**** STUDY MATERIAL
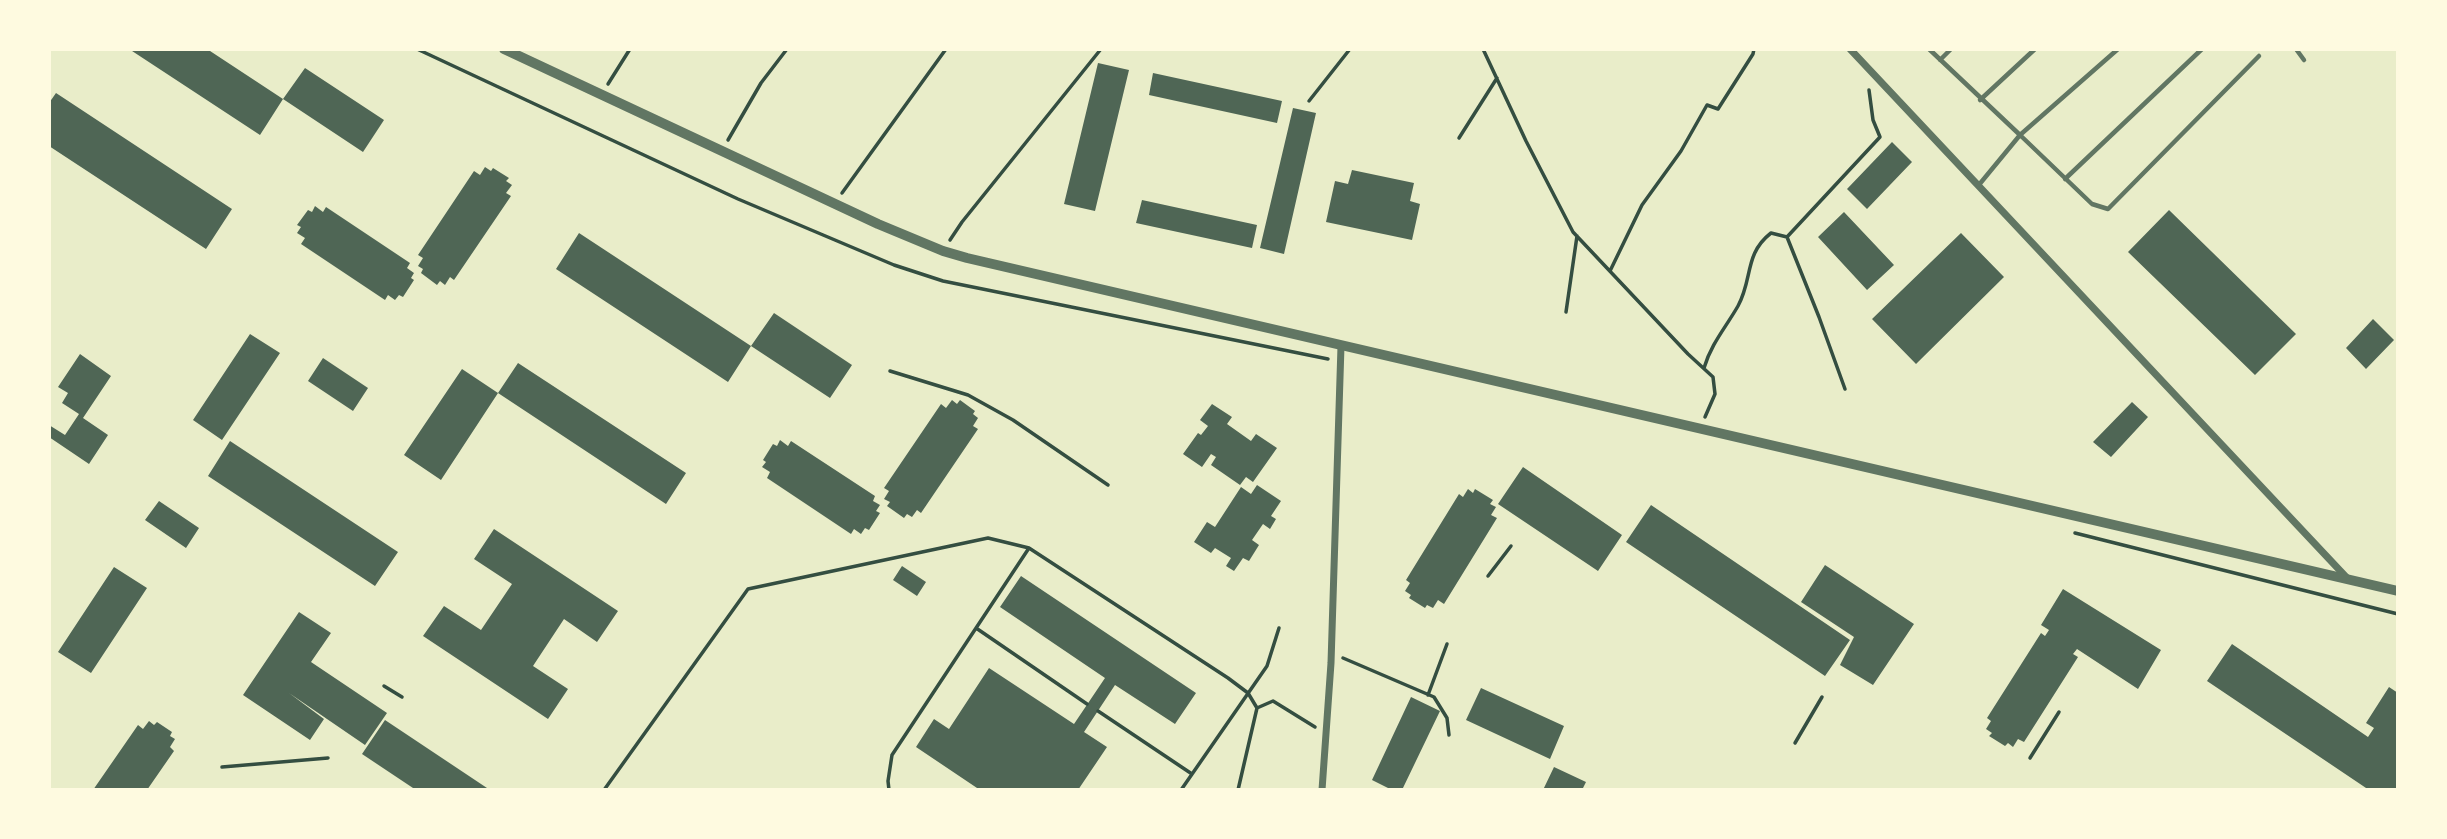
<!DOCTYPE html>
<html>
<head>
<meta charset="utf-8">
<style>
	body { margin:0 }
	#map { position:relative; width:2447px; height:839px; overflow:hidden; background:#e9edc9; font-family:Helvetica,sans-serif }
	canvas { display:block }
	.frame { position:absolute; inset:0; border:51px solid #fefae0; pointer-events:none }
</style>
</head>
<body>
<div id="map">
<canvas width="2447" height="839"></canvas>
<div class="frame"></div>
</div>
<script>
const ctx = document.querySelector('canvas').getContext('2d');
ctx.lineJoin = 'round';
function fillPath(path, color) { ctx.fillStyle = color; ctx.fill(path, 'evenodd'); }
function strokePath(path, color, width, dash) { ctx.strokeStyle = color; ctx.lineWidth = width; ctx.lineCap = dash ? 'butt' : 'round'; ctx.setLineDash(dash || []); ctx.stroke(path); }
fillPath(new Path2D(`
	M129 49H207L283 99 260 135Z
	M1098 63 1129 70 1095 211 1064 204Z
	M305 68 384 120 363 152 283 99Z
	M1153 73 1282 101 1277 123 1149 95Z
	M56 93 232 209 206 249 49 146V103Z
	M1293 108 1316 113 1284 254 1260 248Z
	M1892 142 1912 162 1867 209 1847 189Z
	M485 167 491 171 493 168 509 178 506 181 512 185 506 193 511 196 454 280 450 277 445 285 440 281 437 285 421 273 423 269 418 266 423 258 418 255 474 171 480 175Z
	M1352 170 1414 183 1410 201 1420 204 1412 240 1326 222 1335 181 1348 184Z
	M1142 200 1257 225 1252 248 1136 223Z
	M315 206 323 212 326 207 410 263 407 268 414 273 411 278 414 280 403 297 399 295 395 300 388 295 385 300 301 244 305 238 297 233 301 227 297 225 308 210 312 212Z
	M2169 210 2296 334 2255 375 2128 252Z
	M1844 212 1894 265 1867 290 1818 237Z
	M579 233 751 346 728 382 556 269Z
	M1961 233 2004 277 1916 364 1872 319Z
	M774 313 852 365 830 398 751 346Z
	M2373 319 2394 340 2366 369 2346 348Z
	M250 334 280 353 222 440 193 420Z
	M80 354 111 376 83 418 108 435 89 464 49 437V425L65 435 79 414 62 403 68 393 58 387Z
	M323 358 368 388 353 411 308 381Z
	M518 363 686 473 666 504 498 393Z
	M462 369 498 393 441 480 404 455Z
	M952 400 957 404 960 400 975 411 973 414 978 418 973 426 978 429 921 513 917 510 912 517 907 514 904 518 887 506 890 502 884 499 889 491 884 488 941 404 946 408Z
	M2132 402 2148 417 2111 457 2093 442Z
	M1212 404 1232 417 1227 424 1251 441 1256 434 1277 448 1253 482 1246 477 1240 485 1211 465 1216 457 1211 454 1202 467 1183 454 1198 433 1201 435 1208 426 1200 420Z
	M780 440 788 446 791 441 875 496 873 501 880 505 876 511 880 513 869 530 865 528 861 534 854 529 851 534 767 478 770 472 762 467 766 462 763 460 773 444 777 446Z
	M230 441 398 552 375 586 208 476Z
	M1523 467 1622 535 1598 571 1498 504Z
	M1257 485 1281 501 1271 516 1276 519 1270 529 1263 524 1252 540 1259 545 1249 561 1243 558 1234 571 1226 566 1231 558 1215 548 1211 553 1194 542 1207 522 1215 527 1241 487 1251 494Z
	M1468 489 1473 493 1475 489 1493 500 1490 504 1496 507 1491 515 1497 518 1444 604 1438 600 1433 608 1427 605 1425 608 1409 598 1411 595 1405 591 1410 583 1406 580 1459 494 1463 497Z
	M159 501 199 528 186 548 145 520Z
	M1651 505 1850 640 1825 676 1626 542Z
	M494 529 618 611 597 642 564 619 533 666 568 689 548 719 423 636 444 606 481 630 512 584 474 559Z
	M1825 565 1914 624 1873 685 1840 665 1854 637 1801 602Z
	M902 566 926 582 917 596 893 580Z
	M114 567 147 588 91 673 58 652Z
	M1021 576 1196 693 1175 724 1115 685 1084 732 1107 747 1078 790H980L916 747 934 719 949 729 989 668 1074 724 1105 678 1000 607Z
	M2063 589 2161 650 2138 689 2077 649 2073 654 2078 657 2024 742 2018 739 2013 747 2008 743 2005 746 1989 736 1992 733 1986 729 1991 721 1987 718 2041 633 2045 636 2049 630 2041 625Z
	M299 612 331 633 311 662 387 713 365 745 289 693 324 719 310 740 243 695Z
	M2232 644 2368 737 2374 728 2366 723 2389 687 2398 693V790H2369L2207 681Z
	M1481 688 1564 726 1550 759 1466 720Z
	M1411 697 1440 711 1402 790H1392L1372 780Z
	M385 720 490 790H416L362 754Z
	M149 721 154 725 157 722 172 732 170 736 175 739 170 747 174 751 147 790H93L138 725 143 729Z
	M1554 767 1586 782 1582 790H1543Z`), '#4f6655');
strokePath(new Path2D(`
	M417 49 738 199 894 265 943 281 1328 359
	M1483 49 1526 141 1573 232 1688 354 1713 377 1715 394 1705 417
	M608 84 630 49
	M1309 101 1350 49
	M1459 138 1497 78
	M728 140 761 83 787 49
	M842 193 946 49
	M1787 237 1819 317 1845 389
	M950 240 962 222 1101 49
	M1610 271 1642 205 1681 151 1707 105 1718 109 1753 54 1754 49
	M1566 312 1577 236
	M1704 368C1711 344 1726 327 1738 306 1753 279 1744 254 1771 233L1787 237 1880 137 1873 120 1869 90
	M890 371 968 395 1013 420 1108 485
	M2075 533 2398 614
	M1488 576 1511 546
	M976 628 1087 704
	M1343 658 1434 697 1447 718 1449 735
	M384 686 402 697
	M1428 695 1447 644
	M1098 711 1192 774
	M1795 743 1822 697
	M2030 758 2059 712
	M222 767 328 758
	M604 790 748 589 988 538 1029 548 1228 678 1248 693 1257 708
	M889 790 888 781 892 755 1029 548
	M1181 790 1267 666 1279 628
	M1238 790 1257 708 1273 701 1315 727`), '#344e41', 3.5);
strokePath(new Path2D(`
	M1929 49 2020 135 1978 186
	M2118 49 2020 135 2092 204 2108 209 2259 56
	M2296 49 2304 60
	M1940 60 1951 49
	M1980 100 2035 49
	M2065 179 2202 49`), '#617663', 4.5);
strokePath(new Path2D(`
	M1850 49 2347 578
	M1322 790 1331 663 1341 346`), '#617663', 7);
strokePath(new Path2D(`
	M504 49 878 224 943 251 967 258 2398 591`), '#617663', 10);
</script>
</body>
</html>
********
- _ACTIVITY_:
Only a number should be returned: how many lines in the material contain "canvas"?

- _OUTPUT_:
3